- Popular sports like football and basketball generally get the biggest crowds. They also get a lot of attention on the high school level.
But some Northwoods teams believe they're just as worthy. Newswatch 12's Ben Meyer hits the lanes with more.
NAT: 1,2,3 Yeah!
The competitors might be a little different than traditional prep athletes.
But walking into a packed alley might convince you high school bowling is absolutely legitimate.
"I think they would be amazed," Rhinelander bowling coach Mike Boarcier explains. "A lot of people don't understand this is a sport. They don't think it is a sport, but it is."
While it's not yet sanctioned by the WIAA, prep bowling is made attractive by the variety of bowlers – different ages, different genders, different skill levels, all on the same team.
"It's very diverse," Boarcier adds. "You don't have to be a top athlete…any shape, size, height, shortness, whatever, you can do this sport."
Comparing being on a bowling team to sports like football, softball, or basketball … depends on who you ask.
Tommy Strauss is a member of Rhinelander bowling team.
"It's completely different," Strauss said. "You really can't compare it. It's really more mental than it is physical."
Merrill bowler Zach Campbell adds, "I try to think of us, we're the same. I get crap a lot at school that says, it's not a real sport. But we do as much as they do like on a football team."
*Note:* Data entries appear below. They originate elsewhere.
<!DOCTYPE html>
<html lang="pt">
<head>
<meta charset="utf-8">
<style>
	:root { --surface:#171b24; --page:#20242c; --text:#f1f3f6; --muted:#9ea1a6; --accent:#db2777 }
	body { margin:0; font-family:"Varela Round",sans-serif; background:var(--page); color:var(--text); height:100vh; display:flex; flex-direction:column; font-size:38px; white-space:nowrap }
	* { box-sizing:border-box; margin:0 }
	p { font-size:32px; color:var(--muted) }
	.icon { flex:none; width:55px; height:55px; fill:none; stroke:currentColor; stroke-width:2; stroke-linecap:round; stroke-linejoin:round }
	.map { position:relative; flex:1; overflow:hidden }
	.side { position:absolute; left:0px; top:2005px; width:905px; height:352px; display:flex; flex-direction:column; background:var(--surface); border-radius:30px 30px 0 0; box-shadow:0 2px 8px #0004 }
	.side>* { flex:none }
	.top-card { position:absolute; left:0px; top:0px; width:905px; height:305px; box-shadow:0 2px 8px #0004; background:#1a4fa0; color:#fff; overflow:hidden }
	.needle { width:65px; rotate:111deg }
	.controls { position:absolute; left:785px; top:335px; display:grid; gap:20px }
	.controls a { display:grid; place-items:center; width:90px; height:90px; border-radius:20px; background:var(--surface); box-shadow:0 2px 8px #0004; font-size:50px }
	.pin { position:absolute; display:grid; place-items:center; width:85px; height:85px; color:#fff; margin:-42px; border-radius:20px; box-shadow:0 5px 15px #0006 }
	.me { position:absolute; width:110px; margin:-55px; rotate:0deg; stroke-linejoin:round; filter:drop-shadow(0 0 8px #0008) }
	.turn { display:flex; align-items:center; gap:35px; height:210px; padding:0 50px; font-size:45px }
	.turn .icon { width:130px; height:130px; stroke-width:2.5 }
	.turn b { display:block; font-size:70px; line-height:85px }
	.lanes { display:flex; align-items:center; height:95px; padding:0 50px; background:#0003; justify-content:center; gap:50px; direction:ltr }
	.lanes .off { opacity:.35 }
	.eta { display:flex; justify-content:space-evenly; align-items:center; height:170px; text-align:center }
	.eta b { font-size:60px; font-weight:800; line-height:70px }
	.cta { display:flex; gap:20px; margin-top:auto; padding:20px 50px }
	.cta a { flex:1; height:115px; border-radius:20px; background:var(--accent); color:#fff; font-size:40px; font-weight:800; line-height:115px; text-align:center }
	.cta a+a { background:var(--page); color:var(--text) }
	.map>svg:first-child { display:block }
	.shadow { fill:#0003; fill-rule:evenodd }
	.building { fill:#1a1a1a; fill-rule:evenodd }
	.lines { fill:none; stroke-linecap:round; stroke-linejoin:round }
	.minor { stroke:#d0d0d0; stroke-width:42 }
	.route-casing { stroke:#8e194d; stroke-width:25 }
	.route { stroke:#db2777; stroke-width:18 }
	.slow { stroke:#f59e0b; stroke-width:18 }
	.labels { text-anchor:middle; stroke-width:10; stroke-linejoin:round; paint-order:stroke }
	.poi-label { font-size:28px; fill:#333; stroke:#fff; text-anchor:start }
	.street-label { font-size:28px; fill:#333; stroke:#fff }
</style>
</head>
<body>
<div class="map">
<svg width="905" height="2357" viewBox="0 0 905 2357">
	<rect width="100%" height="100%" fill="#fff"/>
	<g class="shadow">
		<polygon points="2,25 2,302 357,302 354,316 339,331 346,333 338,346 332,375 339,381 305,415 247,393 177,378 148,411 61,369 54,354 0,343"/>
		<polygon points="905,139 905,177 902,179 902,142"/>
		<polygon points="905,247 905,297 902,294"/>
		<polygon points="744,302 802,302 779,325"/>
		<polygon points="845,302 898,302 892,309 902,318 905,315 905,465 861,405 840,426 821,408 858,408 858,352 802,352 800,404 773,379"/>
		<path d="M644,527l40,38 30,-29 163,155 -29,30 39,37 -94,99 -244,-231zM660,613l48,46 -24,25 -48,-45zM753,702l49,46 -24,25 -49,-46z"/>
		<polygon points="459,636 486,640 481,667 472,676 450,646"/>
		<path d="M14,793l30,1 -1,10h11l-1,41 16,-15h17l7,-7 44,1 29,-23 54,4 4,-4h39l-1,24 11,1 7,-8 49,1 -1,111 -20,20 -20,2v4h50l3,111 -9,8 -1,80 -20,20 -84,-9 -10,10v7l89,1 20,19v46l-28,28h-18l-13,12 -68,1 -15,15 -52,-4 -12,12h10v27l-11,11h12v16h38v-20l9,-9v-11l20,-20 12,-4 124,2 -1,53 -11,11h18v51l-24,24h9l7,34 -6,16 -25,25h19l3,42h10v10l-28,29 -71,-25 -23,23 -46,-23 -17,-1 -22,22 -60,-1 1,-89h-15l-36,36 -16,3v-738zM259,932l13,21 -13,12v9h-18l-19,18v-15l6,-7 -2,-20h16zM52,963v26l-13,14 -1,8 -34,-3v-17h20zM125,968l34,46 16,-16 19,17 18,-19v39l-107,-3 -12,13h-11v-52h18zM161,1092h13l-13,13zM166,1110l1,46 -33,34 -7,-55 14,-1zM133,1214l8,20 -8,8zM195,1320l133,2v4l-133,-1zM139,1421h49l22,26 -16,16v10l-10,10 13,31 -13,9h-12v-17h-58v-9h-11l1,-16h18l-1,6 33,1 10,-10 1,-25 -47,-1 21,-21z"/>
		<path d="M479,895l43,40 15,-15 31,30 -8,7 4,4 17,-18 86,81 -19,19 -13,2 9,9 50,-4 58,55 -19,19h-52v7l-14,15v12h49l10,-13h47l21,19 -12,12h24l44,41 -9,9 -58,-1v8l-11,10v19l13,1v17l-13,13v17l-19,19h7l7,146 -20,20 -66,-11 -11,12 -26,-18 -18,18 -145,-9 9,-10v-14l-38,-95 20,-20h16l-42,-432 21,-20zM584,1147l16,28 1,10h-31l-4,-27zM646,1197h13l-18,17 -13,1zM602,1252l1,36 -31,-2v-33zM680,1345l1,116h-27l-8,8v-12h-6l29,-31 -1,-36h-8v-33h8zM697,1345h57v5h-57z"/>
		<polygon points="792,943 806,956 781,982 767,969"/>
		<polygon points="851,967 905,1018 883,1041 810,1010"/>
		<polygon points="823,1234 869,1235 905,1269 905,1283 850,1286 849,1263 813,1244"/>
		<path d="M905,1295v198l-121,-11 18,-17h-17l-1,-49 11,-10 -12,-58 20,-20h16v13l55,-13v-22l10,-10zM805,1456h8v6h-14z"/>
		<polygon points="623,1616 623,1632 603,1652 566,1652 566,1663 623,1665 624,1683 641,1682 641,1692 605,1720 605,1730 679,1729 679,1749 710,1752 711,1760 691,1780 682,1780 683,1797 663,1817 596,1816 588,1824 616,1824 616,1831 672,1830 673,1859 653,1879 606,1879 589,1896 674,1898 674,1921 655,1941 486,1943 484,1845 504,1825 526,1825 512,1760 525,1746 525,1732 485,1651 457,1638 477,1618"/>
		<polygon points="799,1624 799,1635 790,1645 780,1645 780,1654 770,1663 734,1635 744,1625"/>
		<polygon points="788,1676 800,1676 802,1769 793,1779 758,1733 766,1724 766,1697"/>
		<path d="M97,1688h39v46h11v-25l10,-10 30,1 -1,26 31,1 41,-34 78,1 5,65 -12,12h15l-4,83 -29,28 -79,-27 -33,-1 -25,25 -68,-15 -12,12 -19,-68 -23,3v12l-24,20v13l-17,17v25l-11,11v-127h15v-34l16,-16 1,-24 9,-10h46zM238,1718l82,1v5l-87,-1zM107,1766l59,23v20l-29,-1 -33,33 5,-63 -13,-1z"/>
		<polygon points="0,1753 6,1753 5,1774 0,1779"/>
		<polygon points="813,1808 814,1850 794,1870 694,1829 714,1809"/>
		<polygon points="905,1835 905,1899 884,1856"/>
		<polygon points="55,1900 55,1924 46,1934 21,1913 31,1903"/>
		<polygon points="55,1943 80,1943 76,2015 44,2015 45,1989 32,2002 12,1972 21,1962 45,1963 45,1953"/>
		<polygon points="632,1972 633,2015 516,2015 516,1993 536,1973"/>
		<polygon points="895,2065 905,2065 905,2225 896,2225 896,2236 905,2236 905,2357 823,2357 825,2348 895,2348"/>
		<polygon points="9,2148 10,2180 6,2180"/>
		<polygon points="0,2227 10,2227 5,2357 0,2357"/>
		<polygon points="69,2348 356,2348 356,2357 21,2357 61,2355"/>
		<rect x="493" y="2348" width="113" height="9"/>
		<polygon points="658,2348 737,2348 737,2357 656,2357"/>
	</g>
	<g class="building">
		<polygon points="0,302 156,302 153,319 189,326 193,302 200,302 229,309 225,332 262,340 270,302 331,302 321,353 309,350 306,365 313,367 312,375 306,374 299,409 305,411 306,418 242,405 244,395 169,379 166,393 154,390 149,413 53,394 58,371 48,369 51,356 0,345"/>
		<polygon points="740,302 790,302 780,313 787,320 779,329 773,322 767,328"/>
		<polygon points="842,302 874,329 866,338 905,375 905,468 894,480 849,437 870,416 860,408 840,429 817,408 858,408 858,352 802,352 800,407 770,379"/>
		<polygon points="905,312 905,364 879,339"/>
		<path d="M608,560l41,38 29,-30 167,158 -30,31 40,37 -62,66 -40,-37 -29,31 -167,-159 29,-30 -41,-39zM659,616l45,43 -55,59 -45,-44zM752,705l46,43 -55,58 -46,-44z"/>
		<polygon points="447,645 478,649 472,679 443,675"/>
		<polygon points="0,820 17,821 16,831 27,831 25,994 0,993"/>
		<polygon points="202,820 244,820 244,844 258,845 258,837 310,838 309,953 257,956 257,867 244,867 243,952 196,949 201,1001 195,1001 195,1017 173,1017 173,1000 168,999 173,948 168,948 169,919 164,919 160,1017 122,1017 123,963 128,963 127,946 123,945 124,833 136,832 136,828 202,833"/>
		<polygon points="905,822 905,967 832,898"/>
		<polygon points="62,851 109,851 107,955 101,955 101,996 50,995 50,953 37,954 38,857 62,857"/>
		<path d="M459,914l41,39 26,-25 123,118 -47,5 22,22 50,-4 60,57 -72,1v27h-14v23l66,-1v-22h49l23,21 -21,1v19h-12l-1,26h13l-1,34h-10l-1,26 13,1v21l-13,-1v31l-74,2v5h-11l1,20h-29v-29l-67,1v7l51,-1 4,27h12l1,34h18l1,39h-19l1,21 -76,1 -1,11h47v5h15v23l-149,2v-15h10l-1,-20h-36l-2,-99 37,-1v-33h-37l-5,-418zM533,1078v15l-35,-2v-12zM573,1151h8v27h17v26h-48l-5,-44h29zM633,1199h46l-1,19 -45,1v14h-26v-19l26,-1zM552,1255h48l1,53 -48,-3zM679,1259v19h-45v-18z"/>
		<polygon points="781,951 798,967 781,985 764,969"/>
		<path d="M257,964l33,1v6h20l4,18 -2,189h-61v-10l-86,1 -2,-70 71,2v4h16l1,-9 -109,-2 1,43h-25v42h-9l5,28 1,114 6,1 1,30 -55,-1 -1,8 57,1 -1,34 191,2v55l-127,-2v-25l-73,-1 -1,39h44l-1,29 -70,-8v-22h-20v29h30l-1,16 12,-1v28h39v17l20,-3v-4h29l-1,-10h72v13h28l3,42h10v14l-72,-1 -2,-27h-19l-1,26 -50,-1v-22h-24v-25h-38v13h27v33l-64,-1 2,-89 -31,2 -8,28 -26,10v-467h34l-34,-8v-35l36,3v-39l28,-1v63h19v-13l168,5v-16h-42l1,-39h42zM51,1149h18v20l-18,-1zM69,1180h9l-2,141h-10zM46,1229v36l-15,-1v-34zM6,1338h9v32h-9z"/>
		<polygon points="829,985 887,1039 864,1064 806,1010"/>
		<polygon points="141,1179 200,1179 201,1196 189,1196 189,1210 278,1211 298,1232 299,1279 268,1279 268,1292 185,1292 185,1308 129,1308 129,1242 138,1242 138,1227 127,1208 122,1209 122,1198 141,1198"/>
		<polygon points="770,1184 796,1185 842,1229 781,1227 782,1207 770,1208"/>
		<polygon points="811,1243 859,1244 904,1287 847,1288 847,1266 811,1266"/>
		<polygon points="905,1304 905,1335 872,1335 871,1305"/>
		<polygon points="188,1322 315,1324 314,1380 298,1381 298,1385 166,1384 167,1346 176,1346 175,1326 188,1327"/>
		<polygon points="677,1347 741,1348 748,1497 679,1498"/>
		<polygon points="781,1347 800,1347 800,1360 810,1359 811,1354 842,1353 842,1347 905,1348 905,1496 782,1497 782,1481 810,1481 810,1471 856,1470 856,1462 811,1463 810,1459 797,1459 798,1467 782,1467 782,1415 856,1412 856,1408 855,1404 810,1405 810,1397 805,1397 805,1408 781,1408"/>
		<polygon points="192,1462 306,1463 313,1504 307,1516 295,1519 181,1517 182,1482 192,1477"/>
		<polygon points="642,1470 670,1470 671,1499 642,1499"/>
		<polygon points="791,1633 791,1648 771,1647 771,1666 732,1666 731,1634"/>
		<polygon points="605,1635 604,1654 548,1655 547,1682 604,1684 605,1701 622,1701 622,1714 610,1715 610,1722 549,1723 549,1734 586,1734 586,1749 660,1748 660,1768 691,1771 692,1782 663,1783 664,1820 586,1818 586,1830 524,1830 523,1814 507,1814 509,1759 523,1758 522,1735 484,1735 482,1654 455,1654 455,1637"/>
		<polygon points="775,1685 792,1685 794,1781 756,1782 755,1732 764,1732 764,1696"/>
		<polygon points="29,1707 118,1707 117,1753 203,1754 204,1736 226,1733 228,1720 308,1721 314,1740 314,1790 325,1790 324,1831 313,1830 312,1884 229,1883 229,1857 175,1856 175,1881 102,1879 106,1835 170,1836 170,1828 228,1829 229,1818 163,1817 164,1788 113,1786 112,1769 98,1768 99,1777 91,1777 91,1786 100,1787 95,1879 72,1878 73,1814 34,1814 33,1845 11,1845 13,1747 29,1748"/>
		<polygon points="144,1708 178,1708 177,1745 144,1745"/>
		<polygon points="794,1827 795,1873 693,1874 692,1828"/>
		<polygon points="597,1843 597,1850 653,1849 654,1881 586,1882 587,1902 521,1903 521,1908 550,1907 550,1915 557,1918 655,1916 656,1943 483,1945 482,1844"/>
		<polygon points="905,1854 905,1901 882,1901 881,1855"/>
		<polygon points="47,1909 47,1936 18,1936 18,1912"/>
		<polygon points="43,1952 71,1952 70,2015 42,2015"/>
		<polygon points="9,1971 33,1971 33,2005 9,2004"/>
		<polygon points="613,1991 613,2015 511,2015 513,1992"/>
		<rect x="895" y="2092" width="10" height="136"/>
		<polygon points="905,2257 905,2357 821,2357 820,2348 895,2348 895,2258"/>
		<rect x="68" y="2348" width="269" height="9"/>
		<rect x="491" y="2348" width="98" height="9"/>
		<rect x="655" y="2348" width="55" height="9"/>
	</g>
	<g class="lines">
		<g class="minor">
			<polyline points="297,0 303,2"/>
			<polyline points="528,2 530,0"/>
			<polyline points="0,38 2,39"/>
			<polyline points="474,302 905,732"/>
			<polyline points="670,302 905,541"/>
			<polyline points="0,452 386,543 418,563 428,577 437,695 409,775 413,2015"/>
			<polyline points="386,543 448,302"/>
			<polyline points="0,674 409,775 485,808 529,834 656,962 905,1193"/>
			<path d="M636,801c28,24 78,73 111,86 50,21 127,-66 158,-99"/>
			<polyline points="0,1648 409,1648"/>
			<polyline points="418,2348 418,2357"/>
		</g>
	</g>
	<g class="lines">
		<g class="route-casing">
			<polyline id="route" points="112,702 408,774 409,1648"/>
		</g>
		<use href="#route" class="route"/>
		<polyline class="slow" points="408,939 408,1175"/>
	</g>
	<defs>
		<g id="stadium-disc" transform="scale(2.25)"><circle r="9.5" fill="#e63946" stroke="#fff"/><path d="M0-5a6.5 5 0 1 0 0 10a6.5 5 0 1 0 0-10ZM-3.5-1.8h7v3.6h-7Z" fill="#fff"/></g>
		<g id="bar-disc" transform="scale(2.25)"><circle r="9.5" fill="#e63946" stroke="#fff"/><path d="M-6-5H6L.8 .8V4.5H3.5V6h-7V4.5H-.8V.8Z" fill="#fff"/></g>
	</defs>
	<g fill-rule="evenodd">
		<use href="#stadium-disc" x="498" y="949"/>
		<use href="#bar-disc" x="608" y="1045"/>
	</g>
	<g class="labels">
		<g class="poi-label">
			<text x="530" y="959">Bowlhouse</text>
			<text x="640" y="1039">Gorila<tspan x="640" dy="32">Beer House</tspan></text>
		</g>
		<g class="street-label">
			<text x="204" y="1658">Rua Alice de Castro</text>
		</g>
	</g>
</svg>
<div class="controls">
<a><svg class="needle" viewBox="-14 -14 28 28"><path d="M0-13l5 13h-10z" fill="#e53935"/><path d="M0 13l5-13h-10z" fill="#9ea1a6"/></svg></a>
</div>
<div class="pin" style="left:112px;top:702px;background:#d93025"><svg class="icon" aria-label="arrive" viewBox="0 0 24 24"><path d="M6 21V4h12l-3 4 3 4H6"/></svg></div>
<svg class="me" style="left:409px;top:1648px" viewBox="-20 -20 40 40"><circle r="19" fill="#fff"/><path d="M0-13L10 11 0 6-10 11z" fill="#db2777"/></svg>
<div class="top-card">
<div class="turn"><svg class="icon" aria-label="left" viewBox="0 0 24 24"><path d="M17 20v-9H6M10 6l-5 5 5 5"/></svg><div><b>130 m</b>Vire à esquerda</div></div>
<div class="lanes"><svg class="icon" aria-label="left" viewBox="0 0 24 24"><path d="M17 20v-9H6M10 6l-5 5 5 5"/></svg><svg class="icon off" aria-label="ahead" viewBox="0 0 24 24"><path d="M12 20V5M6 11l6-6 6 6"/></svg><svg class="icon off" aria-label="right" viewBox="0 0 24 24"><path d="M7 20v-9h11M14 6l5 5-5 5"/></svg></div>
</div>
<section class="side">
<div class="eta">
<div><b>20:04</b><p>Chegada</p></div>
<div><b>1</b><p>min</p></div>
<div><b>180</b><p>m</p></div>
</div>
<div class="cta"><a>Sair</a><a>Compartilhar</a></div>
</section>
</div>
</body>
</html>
One difference is for sure, instead of a cutthroat competition mentality, bowlers can celebrate with their teammates, as well as opponents.
"The group dynamic of the whole thing intrigues me all of the time," Campbell explains. "I love it."
"What I like to do is I like to make sure everyone has fun," Strauss said. "You know, run around, and have everyone get involved. If you get too tense, you start thinking about it, and start messing up. If you just stay calm and start having fun, you'll do better."
The state bowling championships are in two weeks in Green Bay.
"We don't really get a lot of hype about this sport," Campbell said. "But we like it. There's really nothing else to it."